Détecter les meilleurs talents est crucial pour la compétitivité de nos entreprises. Comment favoriser des filières d’excellence ?

Favoriser des filières d’excellence, c’est mettre en avant les savoir-faire que nos établissements proposent dans leur offre de formation. En Île-de-France, la totalité des quelque 90 spécialités de la voie professionnelle est par exemple représentée, mais certaines demeurent méconnues du grand public, comme les bio-industries de transformation, ou l’intervention sur le patrimoine bâti. Nous développons aussi les Campus des métiers et des qualifications : des pôles d’excellence réunissant établissements de formation, de recherche, lycées, CFA, universités, grandes écoles, entreprises et partenaires de l’emploi autour d’une filière spécifique sur un territoire donné, avec des parcours qui vont du CAP au doctorat.
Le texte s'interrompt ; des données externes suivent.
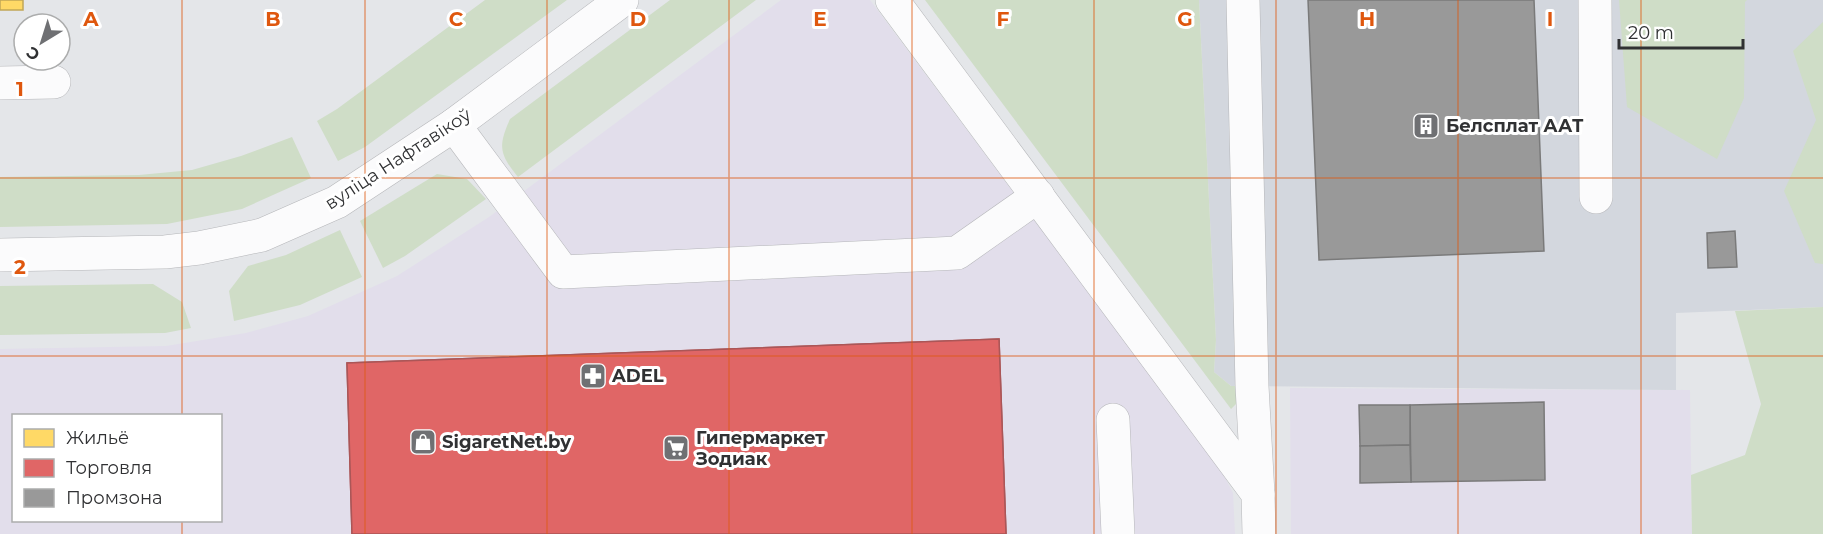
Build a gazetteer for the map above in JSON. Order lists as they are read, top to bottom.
{
  "streets": {
    "street": ["вуліца Нафтавікоў"]
  },
  "places": {
    "building": ["Белсплат ААТ"],
    "pharmacy": ["ADEL"],
    "shop": ["SigaretNet.by"],
    "supermarket": ["Гипермаркет Зодиак"]
  },
  "legend": ["Жильё", "Торговля", "Промзона"],
  "scale_bar": "20 m",
  "north": "bottom left",
  "grid": {
    "columns": [
      "A",
      "B",
      "C",
      "D",
      "E",
      "F",
      "G",
      "H",
      "I"
    ],
    "rows": ["1", "2"]
  }
}
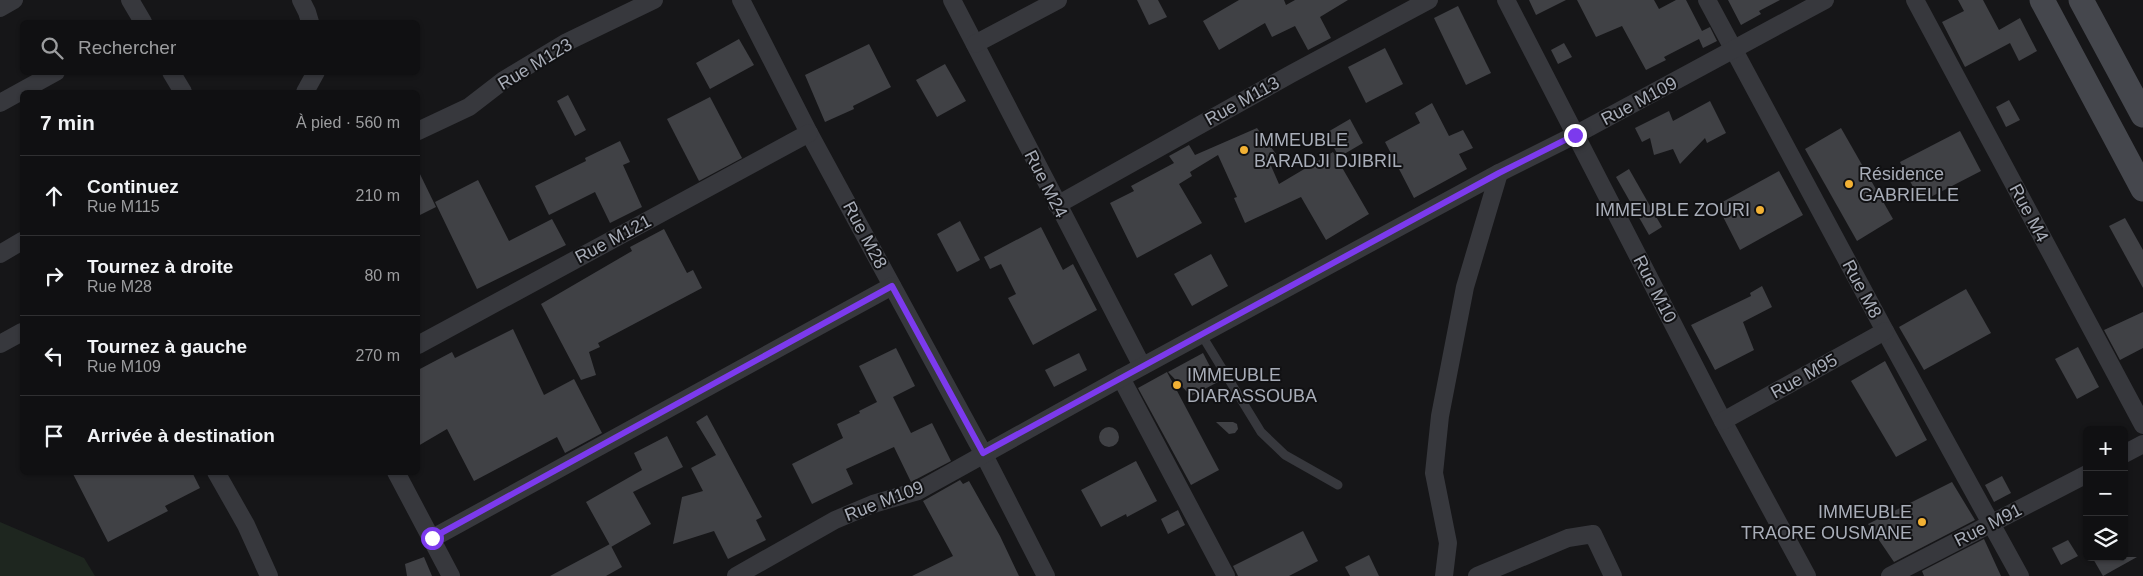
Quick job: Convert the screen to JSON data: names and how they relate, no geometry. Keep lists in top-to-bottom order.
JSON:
{
  "streets": {
    "street": [
      "Rue M123",
      "Rue M113",
      "Rue M109",
      "Rue M24",
      "Rue M4",
      "Rue M28",
      "Rue M121",
      "Rue M10",
      "Rue M8",
      "Rue M95",
      "Rue M91"
    ]
  },
  "crossings": [
    ["Rue M113", "Rue M24"],
    ["Rue M109", "Rue M24"],
    ["Rue M109", "Rue M28"],
    ["Rue M109", "Rue M10"],
    ["Rue M109", "Rue M8"],
    ["Rue M28", "Rue M121"],
    ["Rue M10", "Rue M95"],
    ["Rue M8", "Rue M95"],
    ["Rue M8", "Rue M91"]
  ],
  "places": [
    "IMMEUBLE BARADJI DJIBRIL",
    "Résidence GABRIELLE",
    "IMMEUBLE ZOURI",
    "IMMEUBLE DIARASSOUBA",
    "IMMEUBLE TRAORE OUSMANE"
  ],
  "page": {
    "search": "Rechercher",
    "heading": ["7 min", "À pied · 560 m"],
    "list": [
      ["Continuez", "Rue M115", "210 m"],
      ["Tournez à droite", "Rue M28", "80 m"],
      ["Tournez à gauche", "Rue M109", "270 m"],
      "Arrivée à destination"
    ],
    "map_buttons": ["+", "−"]
  }
}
Encore faut-il informer au mieux les élèves sur ces perspectives d’avenir. C’est pourquoi ils bénéficient de 12h annuelles dédiées à l’orientation en 4e, 36h en 3e, et 54h annuelles de la 2nde à la Terminale. Elles sont l’occasion de faire intervenir des professionnels dans les établissements, en lien avec la Région. L’année scolaire est également rythmée par des temps forts de l’orientation : les Forums des métiers, le Printemps de l’orientation ou les Rencontres de l’enseignement professionnel. Dans l’académie de Paris, cet événement avait permis en 2020 de présenter 17 pôles de métiers à plus de 1 600 élèves et 200 professeurs. Enfin, nous multiplions les initiatives pour faire connaître les filières d’avenir : campagnes de communication multicanales, rencontres régulières avec les acteurs du monde du travail, pour accompagner personnels et élèves vers une meilleure connaissance des métiers.